Here's an argument you don't see every day: So what if abortion ends life?

Here’s the complicated reality in which we live: All life is not equal. That’s a difficult thing for liberals like me to talk about, lest we wind up looking like death-panel-loving, kill-your-grandma-and-your-precious-baby storm troopers. Yet a fetus can be a human life without having the same rights as the woman in whose body it resides. She’s the boss. Her life and what is right for her circumstances and her health should automatically trump the rights of the non-autonomous entity inside of her. Always.

[. . .]

When we try to act like a pregnancy doesn’t involve human life, we wind up drawing stupid semantic lines in the sand: first trimester abortion vs. second trimester vs. late term, dancing around the issue trying to decide if there’s a single magic moment when a fetus becomes a person. Are you human only when you’re born? Only when you’re viable outside of the womb? Are you less of a human life when you look like a tadpole than when you can suck on your thumb?

[. . .]

But we make choices about life all the time in our country. We make them about men and women in other nations. We make them about prisoners in our penal system. We make them about patients with terminal illnesses and accident victims. We still have passionate debates about the justifications of our actions as a society, but we don’t have to do it while being bullied around by the vague idea that if you say we’re talking about human life, then the jig is up, rights-wise.

Talk about slippery slopes. When you get into "all life is not equal" territory, you're likely to stumble around in a moral fog. It's true that in many circumstances we decide that some lives aren't worth preserving -- the condemned murderer, say, or the terminal patient with only a brief future full of pain ahead of him, or the soldier wearing the other side's uniform. But the more we make such choices, the easier it seems to be to make them. There was a story earlier this month about a set of 45-year-old twins in Belgium who sought permission for doctor-administered euthanasia -- they were born deaf and discovered they were going blind. They got permission and found a doctor willing to give them a lethal injection. Alas, no Helen Kellers are likely in Belgium.

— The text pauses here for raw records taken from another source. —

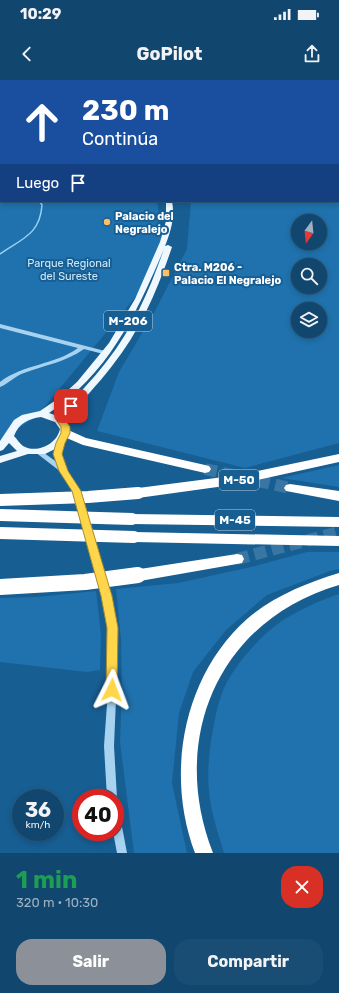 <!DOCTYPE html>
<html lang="es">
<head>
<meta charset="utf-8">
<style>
	:root { --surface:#11466e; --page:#1a4d73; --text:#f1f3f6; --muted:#9cb1c2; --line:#305e81; --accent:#8c9099 }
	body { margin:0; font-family:Rubik,sans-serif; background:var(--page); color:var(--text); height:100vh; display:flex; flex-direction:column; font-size:15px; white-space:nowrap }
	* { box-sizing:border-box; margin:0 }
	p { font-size:13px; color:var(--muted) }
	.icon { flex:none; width:22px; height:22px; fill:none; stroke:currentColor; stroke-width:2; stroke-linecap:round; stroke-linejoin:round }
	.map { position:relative; height:773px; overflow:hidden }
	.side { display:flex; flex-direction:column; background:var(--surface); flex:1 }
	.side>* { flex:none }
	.banner { position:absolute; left:0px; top:0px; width:339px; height:122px; box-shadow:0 2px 6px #0003,0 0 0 1px var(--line); background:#1a4fa0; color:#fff; overflow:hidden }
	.needle { width:26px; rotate:195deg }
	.buttons { position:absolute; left:291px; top:134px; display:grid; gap:8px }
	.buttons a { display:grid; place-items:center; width:36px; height:36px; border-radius:50%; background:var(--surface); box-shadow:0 2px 6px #0003,0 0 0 1px var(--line); font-size:20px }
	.speed { position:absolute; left:12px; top:709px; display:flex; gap:8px; font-size:20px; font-weight:700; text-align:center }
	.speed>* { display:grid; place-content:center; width:52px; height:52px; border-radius:50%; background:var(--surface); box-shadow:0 2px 6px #0003,0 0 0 1px var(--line); line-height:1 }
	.speed small { font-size:10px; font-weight:400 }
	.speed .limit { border:6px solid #d22; background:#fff; color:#111 }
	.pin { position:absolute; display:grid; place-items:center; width:34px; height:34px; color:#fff; margin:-17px; border-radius:8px; box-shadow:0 2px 6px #0006 }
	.me { position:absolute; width:44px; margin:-22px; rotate:3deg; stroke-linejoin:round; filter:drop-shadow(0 0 3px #0008) }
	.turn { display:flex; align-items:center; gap:14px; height:84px; padding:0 16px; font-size:18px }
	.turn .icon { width:52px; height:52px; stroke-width:2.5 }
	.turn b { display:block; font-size:28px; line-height:34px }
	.then { display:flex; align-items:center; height:38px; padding:0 16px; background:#0003; gap:8px; font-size:15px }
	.round { display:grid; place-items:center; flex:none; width:42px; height:42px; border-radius:16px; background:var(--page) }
	.head { display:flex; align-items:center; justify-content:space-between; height:68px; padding:0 16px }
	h1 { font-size:24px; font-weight:700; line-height:30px; color:#1e9e55 }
	.cta { display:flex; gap:8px; margin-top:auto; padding:8px 16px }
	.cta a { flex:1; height:46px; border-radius:16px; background:var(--accent); color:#fff; font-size:16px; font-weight:700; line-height:46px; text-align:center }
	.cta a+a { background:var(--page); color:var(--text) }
	.status { display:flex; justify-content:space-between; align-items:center; height:28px; padding:0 20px; background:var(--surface); direction:ltr }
	.status svg { height:11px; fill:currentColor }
	header { display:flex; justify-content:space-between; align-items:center; height:52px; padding:0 16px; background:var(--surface); font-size:18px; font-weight:700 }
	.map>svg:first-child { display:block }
	.green { fill:#1f72ad; fill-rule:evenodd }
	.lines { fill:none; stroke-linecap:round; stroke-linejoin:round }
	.stream-far1 { stroke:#99cff3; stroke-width:1 }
	.stream { stroke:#99cff3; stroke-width:1.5 }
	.highway-tunnel { stroke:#3a76a3; stroke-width:12; stroke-dasharray:12 6; stroke-linecap:butt }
	.minor { fill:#a7d2f0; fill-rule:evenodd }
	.major { fill:#f0f8ff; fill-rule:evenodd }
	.highway { fill:#fff; fill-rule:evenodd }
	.highway-bridge-far1 { stroke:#fff; stroke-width:12 }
	.highway-bridge { stroke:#fff; stroke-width:16 }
	.route { fill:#ffd54a; stroke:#a68a30 }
	.poi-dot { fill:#ffbe66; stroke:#175e93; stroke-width:1.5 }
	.labels { text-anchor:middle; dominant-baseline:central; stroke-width:4; stroke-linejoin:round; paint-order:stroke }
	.far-poi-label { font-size:11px; font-weight:bold; fill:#fff; stroke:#175e93; text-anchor:start }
	.far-park-label { font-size:11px; fill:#cde9fc; stroke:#175e93 }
	.shield { fill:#175e93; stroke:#b9cfdf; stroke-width:1 }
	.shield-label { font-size:12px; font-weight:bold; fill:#fff }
</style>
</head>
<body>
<div class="status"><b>10:29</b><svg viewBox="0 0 49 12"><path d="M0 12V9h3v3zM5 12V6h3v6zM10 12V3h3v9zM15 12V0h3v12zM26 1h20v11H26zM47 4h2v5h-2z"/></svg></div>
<header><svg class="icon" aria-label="back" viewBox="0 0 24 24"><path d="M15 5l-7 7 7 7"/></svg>GoPilot<svg class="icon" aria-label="share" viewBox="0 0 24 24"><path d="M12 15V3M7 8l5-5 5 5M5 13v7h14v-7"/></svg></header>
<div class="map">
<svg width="339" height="773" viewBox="0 0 339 773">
	<rect width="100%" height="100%" fill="#175e93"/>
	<path class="green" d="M0 0H232L1 1V121H157L166 180 37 336 0 360Z
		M238 0H339V363L245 388 97 351 119 292 155 231 187 169 191 121H338V1ZM298 141H320V163H298ZM298 185H320V207H298ZM298 229H320V251H298Z
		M339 385V407L281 398Z
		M307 472H339V489L330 491 267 515 226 550 193 592 179 633 172 703 187 773H134L120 662 122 610 121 559 116 509 178 503 251 487Z
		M96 511 101 554 100 590 87 592 0 582V518L36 517Z
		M339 514V773H224C218 753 211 733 209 711 207 694 209 677 211 660 214 645 216 630 221 616 228 592 259 557 279 543 296 531 319 521 339 514Z"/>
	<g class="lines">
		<path class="stream-far1" d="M157 1 160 0
			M39 121 41 123"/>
		<path class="stream" d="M0 174C21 159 40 155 42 125L40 122"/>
		<path class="highway-tunnel" d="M205 389 290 408
			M237 479 339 452"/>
		<path class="minor" d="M0 244 109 272 110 273 107 275 84 269C66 282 45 285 24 293 15 296 8 304 0 307V302C23 284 55 285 78 268L0 248Z
			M58 361H60L63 363 61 374 67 391 80 411 90 440 110 516 116 548 117 596 114 666 117 718 115 722V718H107L104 666 109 596 108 548 102 516 82 440 72 411 61 392 35 372 36 370H40L58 383 55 374Z
			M115 731 119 732 120 736 127 773H117L113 752H115Z"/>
		<path class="major" d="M213 0H219L212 1Z
			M166 121H172C175 137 171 151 165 166L168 165 172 167C158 209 140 251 112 286 97 306 79 322 66 343L70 348 68 357 59 367 45 374H28L0 383V376L17 371 9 363 3 370 0 371V361L14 340 22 335 40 331 59 318 77 302 109 263 135 219 160 162 166 141ZM164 169C150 209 133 248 107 281 92 301 74 317 60 337L49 333C108 294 137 233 164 169ZM41 337 55 342 60 349C57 364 37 374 23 366 20 364 17 359 14 356 19 343 28 339 41 337Z"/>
		<path class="highway" d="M66 349 86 358 205 385 209 386 211 389 209 392 205 393 83 365 62 356 60 353Z
			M339 374V382L239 404 138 418 134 416 132 413 134 410 138 408 239 395Z
			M290 404 339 411V421L286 411 284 408 286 405Z
			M132 434 339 437V447L132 444 127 442 126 439 127 436Z
			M134 452 339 456V466L134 462 129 461 127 457 129 453Z
			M237 474 242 475 244 479 242 483 237 484 140 501 135 499 133 495 135 491 140 489Z
			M339 493V505C219 540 168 658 213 773H195C165 694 183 596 247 539 274 516 306 503 339 493Z"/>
		<path class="highway-bridge-far1" d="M0 420 88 417 138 413
			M0 435 132 439
			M0 453 134 457
			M131 496 140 495"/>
		<path class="highway-bridge" d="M0 507 85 502 138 495"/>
	</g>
	<path class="route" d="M71 323 76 326 66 341 70 347V353L65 363 62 374 68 391 81 411 112 516 118 548 117 610 116 614 112 615 107 614 106 610 107 548 101 516 72 411 59 391 53 374 56 363 61 353V347L57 341 68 324Z"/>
	<g class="poi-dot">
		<circle cx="107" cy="142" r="4"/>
		<rect x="162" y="189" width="8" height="8" rx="2"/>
	</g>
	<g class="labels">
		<g class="far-poi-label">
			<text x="115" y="136">Palacio del<tspan x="115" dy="13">Negralejo</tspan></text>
			<text x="174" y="187">Ctra. M206 -<tspan x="174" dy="13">Palacio El Negralejo</tspan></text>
		</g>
		<g class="far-park-label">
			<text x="69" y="183">Parque Regional<tspan x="69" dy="13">del Sureste</tspan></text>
		</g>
		<g class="shield">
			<rect x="104" y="231" width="48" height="20" rx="3"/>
			<rect x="219" y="390" width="40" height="20" rx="3"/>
			<rect x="215" y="430" width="40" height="20" rx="3"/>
		</g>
		<g class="shield-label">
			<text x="128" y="241">M-206</text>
			<text x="239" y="400">M-50</text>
			<text x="235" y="440">M-45</text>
		</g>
	</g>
</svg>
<div class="buttons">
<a><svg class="needle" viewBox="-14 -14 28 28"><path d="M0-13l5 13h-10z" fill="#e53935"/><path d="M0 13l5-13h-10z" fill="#9cb1c2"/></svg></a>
<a><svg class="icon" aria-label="search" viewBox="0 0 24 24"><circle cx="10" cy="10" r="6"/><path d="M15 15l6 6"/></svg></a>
<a><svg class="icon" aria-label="layers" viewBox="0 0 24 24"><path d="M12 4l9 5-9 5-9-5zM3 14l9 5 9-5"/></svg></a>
</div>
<div class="speed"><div>36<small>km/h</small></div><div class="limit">40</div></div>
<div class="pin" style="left:71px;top:326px;background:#d93025"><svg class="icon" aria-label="arrive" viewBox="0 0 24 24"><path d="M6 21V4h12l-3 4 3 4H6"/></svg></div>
<svg class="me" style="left:112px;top:610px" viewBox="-20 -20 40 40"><path d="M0-17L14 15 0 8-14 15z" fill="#ffd54a" stroke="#fff" stroke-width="4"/></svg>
<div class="banner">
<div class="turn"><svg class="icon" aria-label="ahead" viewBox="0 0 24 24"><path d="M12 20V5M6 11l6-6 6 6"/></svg><div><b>230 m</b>Continúa</div></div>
<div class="then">Luego<svg class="icon" aria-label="arrive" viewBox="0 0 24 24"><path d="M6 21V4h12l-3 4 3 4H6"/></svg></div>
</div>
</div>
<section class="side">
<div class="head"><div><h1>1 min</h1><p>320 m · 10:30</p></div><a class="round" style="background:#d93025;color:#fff"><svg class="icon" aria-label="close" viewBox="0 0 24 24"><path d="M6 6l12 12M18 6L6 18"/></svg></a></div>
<div class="cta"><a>Salir</a><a>Compartir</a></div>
</section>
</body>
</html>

And abortion is unique in that it requires us to think not just about the value of one life but the value of one life when compared to the value of another life. That's what "pro choice" really means -- choosing which life to value more. And unless the life of the mother is at stake, the choice is between inconvenience or hardship for one life weighed against the termination of the other life. Whatever else can be said about abortion, it most certainly chooses to punish the most innocent.

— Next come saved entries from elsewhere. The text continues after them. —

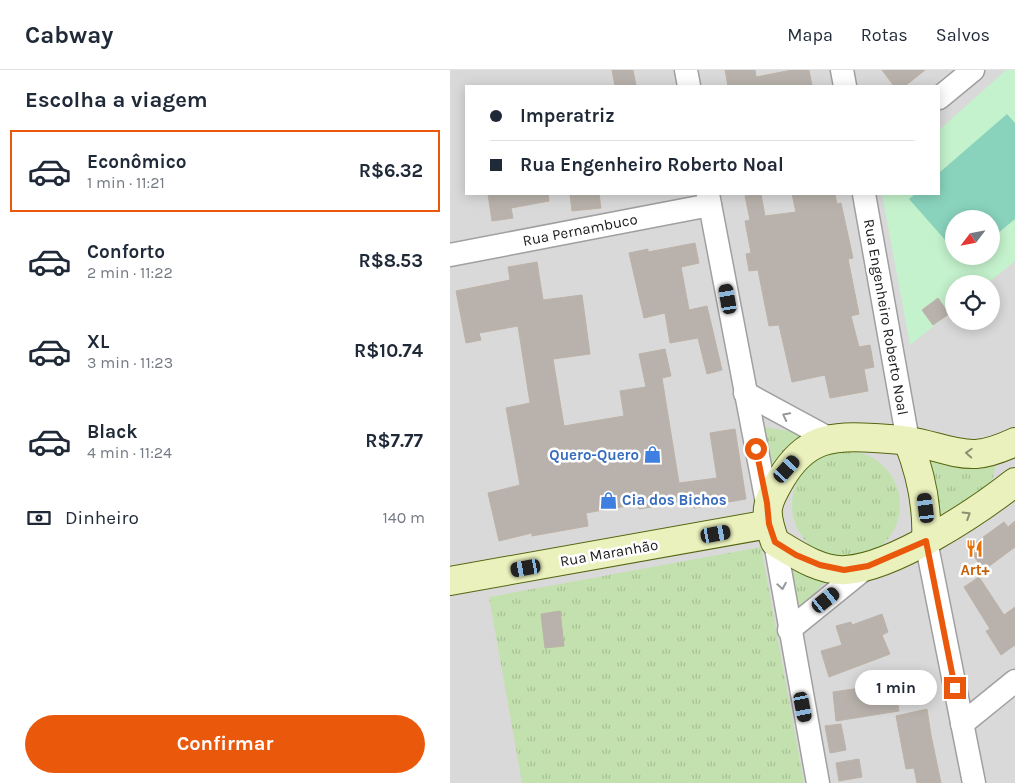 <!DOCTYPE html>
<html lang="pt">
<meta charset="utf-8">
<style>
body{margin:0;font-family:Karla,sans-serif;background:#f2f2f3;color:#1f2937;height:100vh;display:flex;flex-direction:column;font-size:19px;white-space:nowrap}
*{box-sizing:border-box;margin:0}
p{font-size:16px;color:#747a83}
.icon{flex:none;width:28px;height:28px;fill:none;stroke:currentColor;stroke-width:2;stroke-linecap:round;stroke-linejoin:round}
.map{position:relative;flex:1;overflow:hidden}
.drawer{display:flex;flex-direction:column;background:#fff;width:450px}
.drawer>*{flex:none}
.hud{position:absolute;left:15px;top:15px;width:475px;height:110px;border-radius:0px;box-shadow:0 2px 12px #0003;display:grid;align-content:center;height:110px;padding:0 25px;background:#fff}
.needle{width:32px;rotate:238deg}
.controls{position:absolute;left:495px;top:140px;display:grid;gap:10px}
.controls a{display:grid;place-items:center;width:55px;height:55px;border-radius:50%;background:#fff;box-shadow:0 2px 12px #0003;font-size:25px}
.end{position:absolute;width:22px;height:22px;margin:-11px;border:6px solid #ea580c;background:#fff;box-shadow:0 0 0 2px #fff}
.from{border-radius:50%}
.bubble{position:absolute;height:35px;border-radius:18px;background:#fff;box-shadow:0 2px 12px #0003;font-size:16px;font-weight:700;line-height:35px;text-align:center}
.car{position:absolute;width:15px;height:30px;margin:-15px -8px;border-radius:6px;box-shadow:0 0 4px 1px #0007;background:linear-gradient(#222 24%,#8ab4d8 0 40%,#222 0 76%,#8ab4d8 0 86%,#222 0)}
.hud b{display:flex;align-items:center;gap:18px;height:48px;font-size:19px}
.hud b+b{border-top:1px solid #e0e1e3}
.hud i{width:12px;height:12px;background:#1f2937}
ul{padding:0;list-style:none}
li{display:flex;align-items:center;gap:15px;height:82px;margin:0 10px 8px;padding:0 15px;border:2px solid transparent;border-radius:0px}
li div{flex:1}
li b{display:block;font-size:19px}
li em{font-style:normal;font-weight:700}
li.active{border-color:#ea580c}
li>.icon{width:45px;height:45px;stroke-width:1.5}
h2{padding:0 25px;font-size:22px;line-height:60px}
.pay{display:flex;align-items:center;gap:12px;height:55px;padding:0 25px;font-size:19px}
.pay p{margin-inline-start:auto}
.primary-button{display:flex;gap:10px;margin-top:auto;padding:10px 25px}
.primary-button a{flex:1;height:58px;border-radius:30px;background:#ea580c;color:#fff;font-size:20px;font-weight:700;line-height:58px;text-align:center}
header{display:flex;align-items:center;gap:30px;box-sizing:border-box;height:70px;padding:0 25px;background:#fff;border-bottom:1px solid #e0e1e3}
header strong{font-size:24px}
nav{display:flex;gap:28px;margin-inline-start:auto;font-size:18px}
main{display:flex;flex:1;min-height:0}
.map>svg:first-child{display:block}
.residential{fill:#dad9d9;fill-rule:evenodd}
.grass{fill:url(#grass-tufts)}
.park{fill:#c4f2cc;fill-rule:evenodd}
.pitch{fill:#89d3bd}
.building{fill:#b9b2ac;stroke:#bcb2a7}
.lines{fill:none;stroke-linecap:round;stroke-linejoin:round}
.street-casing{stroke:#a0a0a0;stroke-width:25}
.secondary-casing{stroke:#561;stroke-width:30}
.street{stroke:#fff;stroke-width:22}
.secondary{stroke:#eaf1bc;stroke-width:28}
.oneway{stroke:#999}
.oneway2{stroke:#8d9174}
.route{stroke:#ea580c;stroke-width:6}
.labels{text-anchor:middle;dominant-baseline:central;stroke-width:5;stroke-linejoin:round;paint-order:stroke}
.street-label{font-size:15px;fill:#1c1c1c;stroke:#fff}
.shop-label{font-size:15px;font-weight:bold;fill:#366cbe;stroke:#fff;text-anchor:end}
.food-label{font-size:15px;font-weight:bold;fill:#c56008;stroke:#fff}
</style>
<header>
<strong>Cabway</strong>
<nav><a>Mapa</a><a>Rotas</a><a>Salvos</a></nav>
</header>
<main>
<section class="drawer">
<h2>Escolha a viagem</h2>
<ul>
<li class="active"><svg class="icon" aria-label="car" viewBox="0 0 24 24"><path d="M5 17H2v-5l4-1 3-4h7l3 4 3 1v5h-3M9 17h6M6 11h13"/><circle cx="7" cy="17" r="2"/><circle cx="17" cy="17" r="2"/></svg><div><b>Econômico</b><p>1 min · 11:21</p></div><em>R$6.32</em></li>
<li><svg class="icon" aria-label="car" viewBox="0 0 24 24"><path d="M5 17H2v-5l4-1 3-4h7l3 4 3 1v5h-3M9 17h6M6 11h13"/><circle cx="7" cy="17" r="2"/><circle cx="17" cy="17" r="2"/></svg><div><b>Conforto</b><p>2 min · 11:22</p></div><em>R$8.53</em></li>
<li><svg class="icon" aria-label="car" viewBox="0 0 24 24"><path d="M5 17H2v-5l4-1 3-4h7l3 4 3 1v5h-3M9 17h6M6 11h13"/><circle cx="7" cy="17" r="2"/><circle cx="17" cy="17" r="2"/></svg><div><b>XL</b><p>3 min · 11:23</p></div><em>R$10.74</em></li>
<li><svg class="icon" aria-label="car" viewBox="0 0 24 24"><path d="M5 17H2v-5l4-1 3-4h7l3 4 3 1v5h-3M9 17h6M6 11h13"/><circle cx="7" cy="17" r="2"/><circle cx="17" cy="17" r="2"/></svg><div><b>Black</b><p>4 min · 11:24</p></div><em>R$7.77</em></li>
</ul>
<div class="pay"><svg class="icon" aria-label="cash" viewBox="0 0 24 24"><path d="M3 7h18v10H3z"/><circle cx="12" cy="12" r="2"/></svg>Dinheiro<p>140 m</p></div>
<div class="primary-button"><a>Confirmar</a></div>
</section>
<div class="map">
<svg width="565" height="713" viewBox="0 0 565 713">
<defs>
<pattern id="grass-tufts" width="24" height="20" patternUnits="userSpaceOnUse" patternTransform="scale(1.25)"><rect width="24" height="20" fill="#c3e1ae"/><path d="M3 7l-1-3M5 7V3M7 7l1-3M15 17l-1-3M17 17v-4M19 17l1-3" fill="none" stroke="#a7c095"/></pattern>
</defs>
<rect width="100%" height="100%" fill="#eceae3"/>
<path class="residential" d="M0 0H565V713H0ZM16 16H489V124H16ZM504 149H541V186H504ZM504 214H541V251H504Z"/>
<g class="grass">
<path d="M309 356 361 365 318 403Z"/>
<circle cx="396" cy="435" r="54"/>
<path d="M475 388 546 393 542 413 487 449Z"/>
<path d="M311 477 354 713H72L39 527Z"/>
<path d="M339 495 382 504 350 539Z"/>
</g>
<path class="park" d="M556 0H565V191L537 214H504V240L460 275 432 124H489V60ZM504 149H541V186H504Z"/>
<path class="pitch" d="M557 44 565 53V149L541 169V149H504V180L459 129 465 124H489V103Z"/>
<g class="building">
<path d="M162 0H183L186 16H165Z"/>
<path d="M275 0H305L306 7 342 0H359L362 16H278Z"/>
<path d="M432 0H475L455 16H444Z"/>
<path d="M38 124H98L99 131 61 138 63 148 42 151Z"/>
<path d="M120 124H149L151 138 122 141Z"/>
<path d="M311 124 315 146 346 142 342 124H385L387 134 391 133 403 188 398 189 409 244 401 246 409 277 420 275 424 297 414 299 418 321 380 328 375 305 342 312 329 255 319 256 308 200 299 201 296 184 301 183 295 151 300 150 295 126Z"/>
<path d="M245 173 249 193 231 197 239 240 257 236 272 300 257 304 248 268 220 273 215 243 194 248 179 183 198 179V182Z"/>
<path d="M87 192 93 230 132 225 140 284 103 289 114 356 174 346 170 321 196 317 189 284 215 279 221 306 212 308 229 413 267 408 260 363 285 359 296 429 244 438 243 430 189 439 188 434 136 443 138 456 82 466V463L49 471 38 423 70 415 56 338 80 333 68 256 29 263 31 270 16 273 6 221 60 210 58 197Z"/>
<path d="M488 228 499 244 483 255 472 240Z"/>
<path d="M565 451V477L534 500 518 478 554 452 558 457Z"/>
<path d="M529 507 554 545 565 537V575L551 585 536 561 540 559 514 517Z"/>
<path d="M110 541 114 576 95 578 91 544Z"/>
<path d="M432 544 438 562 432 565 440 584 379 607 371 581 392 575 386 556 401 552 402 555Z"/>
<path d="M444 613 449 641 386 651 383 622Z"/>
<path d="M477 639 481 665 491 713H467L464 698 456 699 446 646Z"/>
<path d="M391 654 396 680 380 683 375 656Z"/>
<path d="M409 689 412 707 389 711 386 693Z"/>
</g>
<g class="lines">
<defs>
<g id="street">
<path d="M236 0 239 16"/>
<path d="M392 0 395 16"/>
<path d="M489 28 523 0"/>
<path d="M258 124 317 433"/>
<path d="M414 124 458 371"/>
<path d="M0 185 260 135"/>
<path d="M295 323 378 368"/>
<path d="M476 471 524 713"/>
<path d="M325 472 368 713"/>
<path d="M339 560 418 496"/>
<path d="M512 654 565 611"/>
</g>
<g id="secondary">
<path d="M458 371C471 404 478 435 476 471"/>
<path d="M565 372C552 378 540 383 526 384 503 385 481 374 459 371 447 369 436 369 424 368 382 365 355 368 331 409 315 436 314 441 325 472 345 484 371 502 396 500 444 497 527 442 565 412"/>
<path d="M0 511 319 454"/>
</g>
</defs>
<use href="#street" class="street-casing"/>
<use href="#secondary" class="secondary-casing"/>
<use href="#street" class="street"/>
<use href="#secondary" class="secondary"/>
</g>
<defs><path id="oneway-chevron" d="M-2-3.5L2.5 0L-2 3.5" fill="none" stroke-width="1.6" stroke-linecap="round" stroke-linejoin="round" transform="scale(1.25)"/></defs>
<g class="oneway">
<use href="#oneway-chevron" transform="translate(336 346) rotate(-153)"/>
<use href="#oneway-chevron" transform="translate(332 516) rotate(80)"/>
</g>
<g class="oneway2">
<use href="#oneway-chevron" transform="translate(519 383) rotate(-177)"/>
<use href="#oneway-chevron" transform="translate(517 445) rotate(-32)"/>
</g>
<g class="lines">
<path class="route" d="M306 379 317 433 319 454 325 472 346 485 370 495 394 500 418 496 476 471 505 618"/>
</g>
<defs>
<symbol id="shop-bare" viewBox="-9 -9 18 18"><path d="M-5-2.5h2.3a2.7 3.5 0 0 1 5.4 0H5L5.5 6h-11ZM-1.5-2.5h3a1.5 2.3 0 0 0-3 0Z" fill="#3f7fe0" stroke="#fff" stroke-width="2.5" paint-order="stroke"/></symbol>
<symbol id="restaurant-bare" viewBox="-9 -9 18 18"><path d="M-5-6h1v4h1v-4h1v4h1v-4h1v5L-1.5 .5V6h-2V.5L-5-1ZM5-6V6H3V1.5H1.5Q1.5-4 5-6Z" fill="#e8710a" stroke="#fff" stroke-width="2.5" paint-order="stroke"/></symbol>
</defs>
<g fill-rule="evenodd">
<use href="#shop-bare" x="190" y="372" width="25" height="25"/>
<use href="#shop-bare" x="146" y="418" width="25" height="25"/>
<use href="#restaurant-bare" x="512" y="466" width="25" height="25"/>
</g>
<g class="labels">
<g class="street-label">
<text transform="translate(130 160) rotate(-11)">Rua Pernambuco</text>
<text transform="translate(436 247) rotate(80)">Rua Engenheiro Roberto Noal</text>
<text transform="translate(159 483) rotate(-10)">Rua Maranhão</text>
</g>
<g class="shop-label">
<text x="189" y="385">Quero-Quero</text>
<text x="172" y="430" text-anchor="start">Cia dos Bichos</text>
</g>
<g class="food-label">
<text x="525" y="500">Art+</text>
</g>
</g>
</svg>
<div class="controls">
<a><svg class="needle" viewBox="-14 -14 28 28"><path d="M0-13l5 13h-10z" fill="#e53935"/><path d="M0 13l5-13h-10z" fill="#747a83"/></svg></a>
<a><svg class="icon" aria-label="locate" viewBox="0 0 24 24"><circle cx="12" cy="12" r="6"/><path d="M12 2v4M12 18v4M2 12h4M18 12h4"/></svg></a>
</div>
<i class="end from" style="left:306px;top:379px"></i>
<i class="end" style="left:505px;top:618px"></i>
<div class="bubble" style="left:405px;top:600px;width:82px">1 min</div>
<i class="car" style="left:278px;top:229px;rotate:350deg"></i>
<i class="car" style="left:337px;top:399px;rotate:42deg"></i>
<i class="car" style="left:476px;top:438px;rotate:353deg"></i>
<i class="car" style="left:266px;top:464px;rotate:80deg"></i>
<i class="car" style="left:76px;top:498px;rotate:260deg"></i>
<i class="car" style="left:376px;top:530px;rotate:51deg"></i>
<i class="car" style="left:353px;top:637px;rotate:169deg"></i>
<div class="hud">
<b><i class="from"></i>Imperatriz</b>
<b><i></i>Rua Engenheiro Roberto Noal</b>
</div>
</div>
</main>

I agree with the main point the writer is  struggling with -- life is on a continuum. A just-fertilized egg is not the same as a fetus late in the third trimester. It's not unreasonable to seek a public policy that recognizes that continuum. Personally, I'd prefer development of the brain rather than viability as the point where potential human life becomes actual human life,  but that would still accept the idea of different public policy treatments. And if "all life is precious" is too broad and simplistic, "So what if abortion ends life?" is about as cold as it gets, especially for someone who says she believes life begins at conception.